Jungle Porcelain

Kollaboration

2017

Collaborative Project with Uli Aigner

 

JUNGLE PORCELAIN is a continuation of the artistic inquiry SUSTAINABILITY & SUBSISTENCE which Angelika Böck pursued - in collaboratio with the Kelabit jungle expert Wilson Bala - into the everyday survival practice of the Kelabit, an indigenous people living in the rainforest of central Borneo, where Böck stayed for seven years (since 2010). To reflect on her experience of dining in the wild, Böck invited the potter and artist Uli Aigner to produce a durable ‚tableware‘ suitable for her – and her indigenous friends’ – dinners in the jungle.

 

Aigner is internationally known for her ONE MILLION project, for which she produces unique and individually designed porcelain vessels which are at the same time objects for daily use of her customers as well as part of her artistic life project. Each ONE MILLION item is created in collaboration with its user and is geographically tracked over its lifetime – whether it be shared, exchanged or sold. Aigner thereby has her own approach to reflect on history, tradition and globalization, as well as sustainability and subsistence.

 

JUNGLE PORCELAIN is a cooperation which aims to design and produce plates that remain durable for outdoor use for many years and are comfortably used without a table and may be hung onto a tree as well as serve as a lantern. The JUNGLE PORCELAIN pieces are made of thick porcelain and are equipped with a hole for hanging. In addition, they can be placed on a base, which can also be clamped between the knees.
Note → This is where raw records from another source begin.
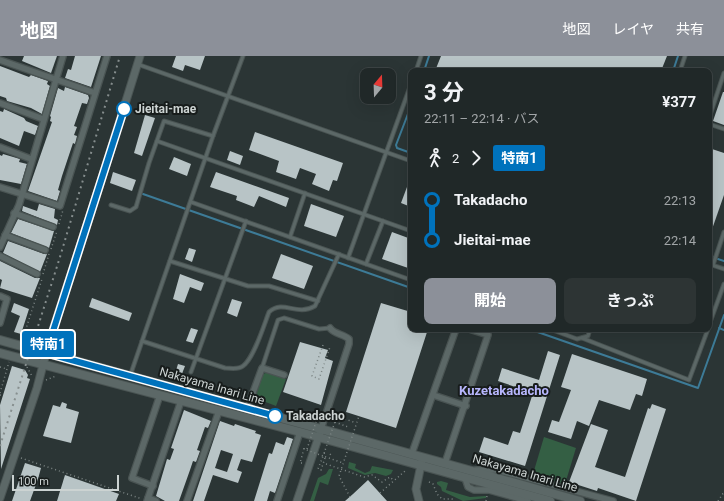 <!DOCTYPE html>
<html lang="ja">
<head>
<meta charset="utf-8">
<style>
	body { margin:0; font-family:Roboto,"Noto Sans JP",sans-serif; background:#2d3434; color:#f1f3f6; height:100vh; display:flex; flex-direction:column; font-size:15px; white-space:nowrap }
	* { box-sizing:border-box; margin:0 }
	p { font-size:13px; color:#a2a6a8 }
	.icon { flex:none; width:22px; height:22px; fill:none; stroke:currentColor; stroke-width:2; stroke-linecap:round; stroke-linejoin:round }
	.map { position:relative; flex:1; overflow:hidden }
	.sheet { position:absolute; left:408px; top:12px; width:304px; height:264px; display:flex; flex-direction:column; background:#202828; border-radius:8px; box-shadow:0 4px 16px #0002,0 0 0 1px #3d4445 }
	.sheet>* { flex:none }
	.badge { padding:0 8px; border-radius:3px; font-size:14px; line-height:26px }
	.needle { width:26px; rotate:19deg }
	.buttons { position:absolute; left:360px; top:12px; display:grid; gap:8px }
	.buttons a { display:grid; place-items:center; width:36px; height:36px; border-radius:8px; background:#202828; box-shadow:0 4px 16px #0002,0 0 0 1px #3d4445; font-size:20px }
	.scale { position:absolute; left:12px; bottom:10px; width:107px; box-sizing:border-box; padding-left:4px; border:2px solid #ccd3d2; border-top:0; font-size:11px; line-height:14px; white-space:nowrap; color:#ccd3d2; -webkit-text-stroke:3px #171c1b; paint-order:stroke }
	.map>.badge { position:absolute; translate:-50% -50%; box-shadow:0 0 0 2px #fff }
	.legs { display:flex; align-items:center; gap:6px; height:44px; padding:0 16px; font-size:13px }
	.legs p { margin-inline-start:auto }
	.headline { display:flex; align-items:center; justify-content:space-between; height:68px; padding:0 16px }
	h1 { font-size:22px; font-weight:700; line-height:30px }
	.button { display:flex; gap:8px; margin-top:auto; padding:8px 16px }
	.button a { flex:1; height:46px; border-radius:8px; background:#8c9099; color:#fff; font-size:16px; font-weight:700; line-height:46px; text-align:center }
	.button a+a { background:#2d3434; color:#f1f3f6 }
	ul { padding:0 16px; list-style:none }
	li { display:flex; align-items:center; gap:14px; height:40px; font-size:15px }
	li i { display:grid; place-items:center; width:6px; height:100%; margin:0 5px; background:currentColor }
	li i::after { content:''; width:10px; height:10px; margin:-5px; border:3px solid; border-radius:50%; background:#202828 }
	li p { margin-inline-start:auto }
	li:first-child i { background:linear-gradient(#0000 50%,currentColor 0) }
	li:last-child i { background:linear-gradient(currentColor 50%,#0000 0) }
	header { display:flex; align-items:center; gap:24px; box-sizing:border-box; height:56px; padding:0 20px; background:#8c9099; color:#fff }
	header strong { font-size:19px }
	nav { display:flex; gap:22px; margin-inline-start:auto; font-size:14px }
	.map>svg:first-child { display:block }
	.green { fill:#345f44 }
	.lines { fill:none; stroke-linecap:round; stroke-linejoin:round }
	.stream { stroke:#3d7b97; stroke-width:2 }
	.building { fill:#b8c4c6; fill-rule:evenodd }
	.service-casing { stroke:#4a5453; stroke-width:5 }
	.minor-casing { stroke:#4a5453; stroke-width:8 }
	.tertiary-casing { stroke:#4a5453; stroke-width:9 }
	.secondary-casing { stroke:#4a5453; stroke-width:10 }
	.path { stroke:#7d8685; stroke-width:1.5; stroke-dasharray:1 3; stroke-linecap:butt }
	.service { stroke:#5c6867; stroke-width:3 }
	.minor { stroke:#5c6867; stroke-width:5.5 }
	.tertiary { stroke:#5c6867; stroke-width:7 }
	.secondary { stroke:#5c6867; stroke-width:8 }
	.rail { stroke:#868e8e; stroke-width:2; stroke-dasharray:2 4; stroke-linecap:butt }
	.path-bridge { stroke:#7d8685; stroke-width:1.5; stroke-dasharray:1 3; stroke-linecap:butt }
	.line-1-casing { stroke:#fff; stroke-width:9 }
	.line-1 { stroke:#0072bc; stroke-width:6 }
	.stop-1-dot { fill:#fff; stroke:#0072bc; stroke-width:2 }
	.labels { text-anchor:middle; stroke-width:4; stroke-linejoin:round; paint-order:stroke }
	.stop-label { font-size:12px; font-weight:bold; fill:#ccd3d2; stroke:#171c1b; text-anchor:start }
	.street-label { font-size:12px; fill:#ccd3d2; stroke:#171c1b }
	.neighbourhood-label { font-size:13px; font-weight:bold; fill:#b7b6fd; stroke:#171c1b }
</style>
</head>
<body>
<header>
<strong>地図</strong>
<nav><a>地図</a><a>レイヤ</a><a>共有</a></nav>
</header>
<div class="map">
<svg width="724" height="445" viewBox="0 0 724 445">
	<rect width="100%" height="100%" fill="#2b3535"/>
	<g class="green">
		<polygon points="267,316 286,323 276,350 255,342 262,319"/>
		<polygon points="544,381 576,392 565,428 533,418"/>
		<polygon points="349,406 356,408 355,412 365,417 370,415 372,410 393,414 391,418 386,420 375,417 365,419 348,412"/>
		<polygon points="329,413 333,413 328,429 320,426 314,445 310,445 318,422 326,418"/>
		<polygon points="441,425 448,427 446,434 470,441 486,440 486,442 463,445 442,435 441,431 437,428 437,426"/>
	</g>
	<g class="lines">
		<g class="stream">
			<polyline points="424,15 429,0"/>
			<polyline points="673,15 678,0"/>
			<polyline points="411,50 396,89 397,92 411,97"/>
			<polyline points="143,138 411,232"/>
			<polyline points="709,200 724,205"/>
			<polyline points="719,272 724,274"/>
			<polyline points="529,273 698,332 724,259"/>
		</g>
	</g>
	<g class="building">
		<polygon points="24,0 57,0 51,17 22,5"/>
		<polygon points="75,0 101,0 91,31 65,22 68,13 71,14"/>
		<polygon points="176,0 205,0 200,14 185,9 183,15 172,11"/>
		<polygon points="441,0 667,0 661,15 435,15"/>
		<polygon points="0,10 29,21 31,19 48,25 47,28 50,30 42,58 31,52 7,45 6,42 0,40"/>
		<polygon points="65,31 88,39 89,42 87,48 82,47 74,70 77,71 74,79 77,80 75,88 73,87 62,120 58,134 60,135 57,145 28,135 52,66 50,65 51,61 50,60 58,32 64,35"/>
		<polygon points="723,36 724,36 724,69 713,65"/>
		<polygon points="4,53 24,62 26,65 38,70 35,79 24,75 19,90 0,82 0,55 3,56"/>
		<polygon points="145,59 155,62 142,100 134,97"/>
		<polygon points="255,76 343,107 337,125 333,124 329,135 312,128 316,118 300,112 296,123 276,116 279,105 249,94"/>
		<polygon points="709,92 724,97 724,139 710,179"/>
		<polygon points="230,95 243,100 240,109 227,104"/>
		<polygon points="3,98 20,103 19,106 27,108 21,128 0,124 0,99 2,100"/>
		<polygon points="174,101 191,108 187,120 169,113"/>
		<polygon points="113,116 136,124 132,135 110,127"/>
		<polygon points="216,116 289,142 286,151 259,140 254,151 236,144 237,140 210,131"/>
		<polygon points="410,123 411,123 411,151 401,147"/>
		<polygon points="39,148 55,153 54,162 58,164 57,169 22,155 23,150 37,155"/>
		<polygon points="311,148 344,160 336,181 304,170"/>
		<polygon points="18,163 54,175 49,192 11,177"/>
		<polygon points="392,176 411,183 411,213 382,203"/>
		<polygon points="8,185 44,198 47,198 40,216 3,197"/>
		<polygon points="189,192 196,194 192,206 185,203"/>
		<polygon points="281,198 313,210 304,233 272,222"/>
		<polygon points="0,205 35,222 40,222 32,242 0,232 2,224 0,223"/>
		<polygon points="180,218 204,227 201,235 190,231 184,247 173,243"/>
		<polygon points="92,242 132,257 129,265 89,251"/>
		<polygon points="232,243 242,246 237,261 227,257"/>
		<polygon points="14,247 29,253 21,278 14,276 20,260 11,256"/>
		<polygon points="381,247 411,256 411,273 428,273 396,372 346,356"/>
		<polygon points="191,272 198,274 193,287 186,285"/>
		<polygon points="300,286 328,294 325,302 333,305 321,349 283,336"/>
		<polygon points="548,295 560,299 525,410 479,396 484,381 508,389 513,375 520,377 533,337 498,325 502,312 539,324"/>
		<polygon points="572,298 647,323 642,340 636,338 630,354 599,344 589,370 577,365 571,383 548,376 552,364 559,366 571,334 561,331"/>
		<polygon points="178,308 185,310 180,323 174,321"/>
		<polygon points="12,310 25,314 28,319 27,322 30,323 1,413 0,349"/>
		<polygon points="62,346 67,348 66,352 79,356 71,387 43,380 53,349 60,351"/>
		<polygon points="652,348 666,353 636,445 598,432 597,435 569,426 591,368 608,374 595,411 625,421 648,352 650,353"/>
		<polygon points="184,354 211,365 208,372 205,371 197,394 200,395 196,406 193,405 190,414 179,445 165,445 156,440 167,403 170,404 174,393 171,392"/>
		<path d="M 220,365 L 234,370 L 235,368 L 256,375 L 255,377 L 261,379 L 252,406 L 241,403 L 237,414 L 242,416 L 238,427 L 213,419 L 204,445 L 193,445 ZM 221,394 L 233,398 L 227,416 L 215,412 Z"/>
		<polygon points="287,381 293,383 275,437 270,435 267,445 254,445 269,397 272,398 276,386 284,389"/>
		<polygon points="25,407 41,412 38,423 30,445 12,445"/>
		<polygon points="65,419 119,438 116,445 57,445"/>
		<polygon points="368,424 387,445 345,445 353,438"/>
	</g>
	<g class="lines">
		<defs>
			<g id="service">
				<polyline points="137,8 411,105"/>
				<polyline points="416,15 421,0"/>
				<polyline points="680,15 685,0"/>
				<polyline points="709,62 724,17"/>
				<polyline points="709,68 724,73"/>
				<polyline points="157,85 411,175"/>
				<polyline points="191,146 411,224"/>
				<polyline points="111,149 130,155 136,151 149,107 164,65 213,80"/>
				<polyline points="290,181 305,137"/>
				<polyline points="348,202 411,28"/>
				<polyline points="170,205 248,230 269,230 318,245"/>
				<polyline points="366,208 383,165"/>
				<polyline points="709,208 724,213"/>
				<polyline points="713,209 724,176"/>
				<polyline points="709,269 724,228"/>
				<polyline points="550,273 577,283 588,280 590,273"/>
				<polyline points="582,282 689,324 708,273"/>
				<path d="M 142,285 L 225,312 C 231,312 238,314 243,310 C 254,302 264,269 269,256 C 284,243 296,261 315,250 L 339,198"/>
				<polyline points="262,312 278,264 284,262 319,273 330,272"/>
				<polyline points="191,316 246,165"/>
				<polyline points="130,320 213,80 243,0"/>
			</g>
			<g id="minor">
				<polyline points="0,4 95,37"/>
				<polyline points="0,47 43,63"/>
				<polyline points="0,91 31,103"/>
				<polyline points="0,131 60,150 107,0"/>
				<polyline points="14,157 53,171"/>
				<polyline points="5,179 45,194"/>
				<polyline points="0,191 19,149 63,0"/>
				<polyline points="0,200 37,218"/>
				<polyline points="0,240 7,243 0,267"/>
				<polyline points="433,339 466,350"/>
				<polyline points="247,353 262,312 284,319"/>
				<path d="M 321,373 L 349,288 L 349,283 C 343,278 334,278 330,272"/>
				<polyline points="412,397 456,273"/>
				<polyline points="445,407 488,279 469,273"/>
				<polyline points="476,414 497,414 613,445"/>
				<polyline points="465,422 468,431 474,434 489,434 528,445"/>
				<polyline points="153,430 132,422 160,339"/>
				<polyline points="148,442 156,445"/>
				<polyline points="147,445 181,345"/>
				<polyline points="187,445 219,355"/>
				<polyline points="277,445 300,376"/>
			</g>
			<g id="tertiary">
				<polyline points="0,442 37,332 49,286 96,141 140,0"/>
				<polyline points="297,445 320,377"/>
				<polyline points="419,445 416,433 422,404"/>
			</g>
			<g id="secondary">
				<polyline points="0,284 580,445"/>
				<polyline points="0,297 300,376 550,445"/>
			</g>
		</defs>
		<use href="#service" class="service-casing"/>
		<use href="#minor" class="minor-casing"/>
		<use href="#tertiary" class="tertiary-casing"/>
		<use href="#secondary" class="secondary-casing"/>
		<g class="path">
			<polyline points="59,168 63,154"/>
			<polyline points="51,193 57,175"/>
			<polyline points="43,218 49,198"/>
			<polyline points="23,282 42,223"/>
			<polyline points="38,288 41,284"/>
			<polyline points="323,289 312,320 319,323 330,291"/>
			<polyline points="0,311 7,313"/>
			<polyline points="27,311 32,320"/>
			<polyline points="46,324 56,320"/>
			<polyline points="0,337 9,306"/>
			<polyline points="0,339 3,340"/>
			<polyline points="314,364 316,359 319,357"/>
			<polyline points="335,366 348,371"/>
			<polyline points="324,397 326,397"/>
			<polyline points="330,398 332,400"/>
			<polyline points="21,402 142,443"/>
			<polyline points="325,402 321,414 318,413 323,400 343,407"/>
			<polyline points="302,407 300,407 304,393"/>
			<polyline points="326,408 364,421 372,419 382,426 390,421 394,425"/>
			<polyline points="429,426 433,428 437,438 442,443 452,443 454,445"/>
			<polyline points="380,437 405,415"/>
			<polyline points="486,445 487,440"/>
			<polyline points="718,445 724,436"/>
		</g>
		<use href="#service" class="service"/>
		<use href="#minor" class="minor"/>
		<use href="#tertiary" class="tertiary"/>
		<use href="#secondary" class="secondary"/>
		<polyline class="rail" points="0,390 60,201 120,0"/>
		<g class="path-bridge">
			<polyline points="305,358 318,360"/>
			<polyline points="304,392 304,393 323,400 337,360 356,367"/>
			<polyline points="307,393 319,357"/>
			<polyline points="350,441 339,420 359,360"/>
		</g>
	</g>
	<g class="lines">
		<defs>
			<polyline id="line-1" points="124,53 46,297 275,360"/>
		</defs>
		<use href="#line-1" class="line-1-casing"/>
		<use href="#line-1" class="line-1"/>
	</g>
	<g class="stop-1-dot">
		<circle cx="124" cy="53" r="7"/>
		<circle cx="275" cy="360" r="7"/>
	</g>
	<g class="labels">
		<g class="stop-label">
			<text x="135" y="57">Jieitai-mae</text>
			<text x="286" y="364">Takadacho</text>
		</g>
		<g class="street-label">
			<text transform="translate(212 330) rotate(16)" y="4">Nakayama Inari Line</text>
			<text transform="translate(525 417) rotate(16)" y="4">Nakayama Inari Line</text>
		</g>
		<g class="neighbourhood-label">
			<text x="504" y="339">Kuzetakadacho</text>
		</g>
	</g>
</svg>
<div class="buttons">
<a><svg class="needle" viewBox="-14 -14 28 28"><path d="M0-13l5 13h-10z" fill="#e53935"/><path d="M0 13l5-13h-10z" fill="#a2a6a8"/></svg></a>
</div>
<div class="scale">100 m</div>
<b class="badge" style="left:48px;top:288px;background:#0072bc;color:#fff">特南1</b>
<section class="sheet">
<div class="headline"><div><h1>3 分</h1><p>22:11 – 22:14 · バス</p></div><b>¥377</b></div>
<div class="legs"><svg class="icon" aria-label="walk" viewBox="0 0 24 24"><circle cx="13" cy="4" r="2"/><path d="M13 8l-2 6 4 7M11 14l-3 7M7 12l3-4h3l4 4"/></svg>2<svg class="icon" aria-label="forward" viewBox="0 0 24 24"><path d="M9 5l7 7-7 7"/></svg><b class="badge" style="background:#0072bc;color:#fff">特南1</b></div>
<ul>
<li><i style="color:#0072bc"></i><b>Takadacho</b><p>22:13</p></li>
<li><i style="color:#0072bc"></i><b>Jieitai-mae</b><p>22:14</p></li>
</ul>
<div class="button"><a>開始</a><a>きっぷ</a></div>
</section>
</div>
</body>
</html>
This base serves equally as a lantern and features the design of a bush knife and several animal traps, which Böck got to know as crucial for survival in the jungle.

 

The set of plates shall be used in the Kelabit Highlands at a permanent campsite which is being frequented for fishing and hunting, the way protein is still predominantly procured. The idea is to replace widely used plastic plates, corroding sheet metal or easy breakable porcelain plates, therby enhancing sustainability. At the same time this project draws attention to the fact that on the island of Borneo it is not an indigenous lifestyle which is responsible for a wildlife reduced or the rainforest destroyed.

 

The plates may be ordered through Uli Aigner via internet (which is being widely used in Bario only since 2017). The current design for the base of the porcelain plates may be replaced with what matters as a symbol for the individual user – in Bario or elsewhere – with respect to survival.